3. What are the differences between MFCC and Hubert features? Both `MFCC` and `Hubert` are front-end features for speech, used to extract audio signals. However, `Hubert` features require more environmental dependencies and occupy a significant amount of disk space. To facilitate quick inference for everyone, we have replaced this feature with a lightweight alternative (MFCC). The rest of the code remains unchanged. We have observed that MFCC converges more easily but may be inferior in terms of expressiveness compared to Hubert. If you need to extract Hubert features, please refer to this link. Considering the highly lifelike nature of the generated results, we currently do not plan to release the weights based on Hubert.

Citation

@misc{liu2024anitalker,
      title={AniTalker: Animate Vivid and Diverse Talking Faces through Identity-Decoupled Facial Motion Encoding}, 
      author={Tao Liu and Feilong Chen and Shuai Fan and Chenpeng Du and Qi Chen and Xie Chen and Kai Yu},
      year={2024},
      eprint={2405.03121},
      archivePrefix={arXiv},
      primaryClass={cs.CV}
}

Acknowledgments

We would like to express our sincere gratitude to the numerous prior works that have laid the foundation for the development of AniTalker.

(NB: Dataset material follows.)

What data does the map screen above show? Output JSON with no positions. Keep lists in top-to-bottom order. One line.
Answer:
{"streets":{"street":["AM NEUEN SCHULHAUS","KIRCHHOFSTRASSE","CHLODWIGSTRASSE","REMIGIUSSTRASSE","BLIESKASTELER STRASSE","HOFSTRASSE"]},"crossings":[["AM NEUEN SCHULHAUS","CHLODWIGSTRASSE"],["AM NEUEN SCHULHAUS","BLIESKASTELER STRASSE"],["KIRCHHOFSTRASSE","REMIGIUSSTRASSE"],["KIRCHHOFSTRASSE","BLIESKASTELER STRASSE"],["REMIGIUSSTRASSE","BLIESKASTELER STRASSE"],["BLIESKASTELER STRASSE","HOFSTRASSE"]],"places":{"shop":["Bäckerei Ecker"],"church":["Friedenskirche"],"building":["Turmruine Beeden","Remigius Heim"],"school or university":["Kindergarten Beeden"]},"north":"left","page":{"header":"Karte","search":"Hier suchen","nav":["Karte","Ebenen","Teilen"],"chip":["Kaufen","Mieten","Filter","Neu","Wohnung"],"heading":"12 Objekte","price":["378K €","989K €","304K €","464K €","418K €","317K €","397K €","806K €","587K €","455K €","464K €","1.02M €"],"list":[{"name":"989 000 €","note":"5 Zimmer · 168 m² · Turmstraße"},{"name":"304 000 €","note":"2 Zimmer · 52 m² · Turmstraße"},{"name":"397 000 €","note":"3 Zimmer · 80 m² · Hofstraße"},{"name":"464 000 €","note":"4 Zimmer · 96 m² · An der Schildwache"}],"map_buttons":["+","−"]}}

Stage 1, which primarily focuses on training the motion encoder and the rendering module, heavily relies on resources from LIA. The second stage of diffusion training is built upon diffae and espnet. For the computation of mutual information loss, we implement methods from CLUB and utilize AAM-softmax in the training of face recognition. Moreover, we leverage the pretrained Hubert model provided by TencentGameMate.

Additionally, we employ 3DDFA_V2 to extract head pose and torchlm to obtain face landmarks, which are used to calculate face location and scale. We have already open-sourced the code usage for these preprocessing steps at talking_face_preprocessing. We acknowledge the importance of building upon existing knowledge and are committed to contributing back to the research community by sharing our findings and code.

Disclaimer

  1. This library's code is not a formal product, and we have not tested all use cases; therefore, it cannot be directly offered to end-service customers.

  2. The main purpose of making our code public is to facilitate academic demonstrations and communication. Any use of this code to spread harmful information is strictly prohibited.

  3. Please use this library in compliance with the terms specified in the license file and avoid improper use.

  4. When using the code, please follow and abide by local laws and regulations.

  5. During the use of this code, you will bear the corresponding responsibility. Our company (AISpeech Ltd.) is not responsible for the generated results.